Excerpted records section start

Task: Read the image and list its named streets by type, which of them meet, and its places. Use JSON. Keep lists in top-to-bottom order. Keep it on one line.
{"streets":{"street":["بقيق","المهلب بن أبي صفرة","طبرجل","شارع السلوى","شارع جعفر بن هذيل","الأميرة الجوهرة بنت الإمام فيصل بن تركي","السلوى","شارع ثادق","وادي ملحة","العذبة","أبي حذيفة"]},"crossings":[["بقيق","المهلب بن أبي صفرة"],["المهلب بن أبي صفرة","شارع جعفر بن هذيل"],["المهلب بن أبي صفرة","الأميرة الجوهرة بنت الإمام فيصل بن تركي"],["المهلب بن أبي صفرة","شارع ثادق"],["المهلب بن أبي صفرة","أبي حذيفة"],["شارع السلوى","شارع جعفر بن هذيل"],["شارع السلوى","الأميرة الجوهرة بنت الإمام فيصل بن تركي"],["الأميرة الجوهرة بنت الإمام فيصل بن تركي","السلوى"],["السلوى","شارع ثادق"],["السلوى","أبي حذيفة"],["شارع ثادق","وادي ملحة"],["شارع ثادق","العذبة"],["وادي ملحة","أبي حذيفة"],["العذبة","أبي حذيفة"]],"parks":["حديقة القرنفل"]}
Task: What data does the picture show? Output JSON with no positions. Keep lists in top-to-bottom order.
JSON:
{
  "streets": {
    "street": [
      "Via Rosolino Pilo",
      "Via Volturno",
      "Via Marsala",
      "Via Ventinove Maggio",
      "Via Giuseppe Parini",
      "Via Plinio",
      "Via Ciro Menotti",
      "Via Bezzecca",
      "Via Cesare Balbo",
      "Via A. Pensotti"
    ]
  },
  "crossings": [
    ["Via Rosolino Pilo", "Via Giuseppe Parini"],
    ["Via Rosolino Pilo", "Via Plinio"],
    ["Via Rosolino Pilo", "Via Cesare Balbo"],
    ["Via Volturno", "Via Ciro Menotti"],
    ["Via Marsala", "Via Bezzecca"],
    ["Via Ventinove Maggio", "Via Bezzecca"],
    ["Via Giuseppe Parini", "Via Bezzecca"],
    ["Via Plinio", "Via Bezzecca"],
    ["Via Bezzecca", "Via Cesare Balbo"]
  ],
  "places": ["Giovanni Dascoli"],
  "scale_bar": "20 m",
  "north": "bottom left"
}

Excerpted records section end

#### The problem
Could you print exactly the lines from the one containing "Task: What data" through the last line of the records above?

#### Result
Task: What data does the picture show? Output JSON with no positions. Keep lists in top-to-bottom order.
JSON:
{
  "streets": {
    "street": [
      "Via Rosolino Pilo",
      "Via Volturno",
      "Via Marsala",
      "Via Ventinove Maggio",
      "Via Giuseppe Parini",
      "Via Plinio",
      "Via Ciro Menotti",
      "Via Bezzecca",
      "Via Cesare Balbo",
      "Via A. Pensotti"
    ]
  },
  "crossings": [
    ["Via Rosolino Pilo", "Via Giuseppe Parini"],
    ["Via Rosolino Pilo", "Via Plinio"],
    ["Via Rosolino Pilo", "Via Cesare Balbo"],
    ["Via Volturno", "Via Ciro Menotti"],
    ["Via Marsala", "Via Bezzecca"],
    ["Via Ventinove Maggio", "Via Bezzecca"],
    ["Via Giuseppe Parini", "Via Bezzecca"],
    ["Via Plinio", "Via Bezzecca"],
    ["Via Bezzecca", "Via Cesare Balbo"]
  ],
  "places": ["Giovanni Dascoli"],
  "scale_bar": "20 m",
  "north": "bottom left"
}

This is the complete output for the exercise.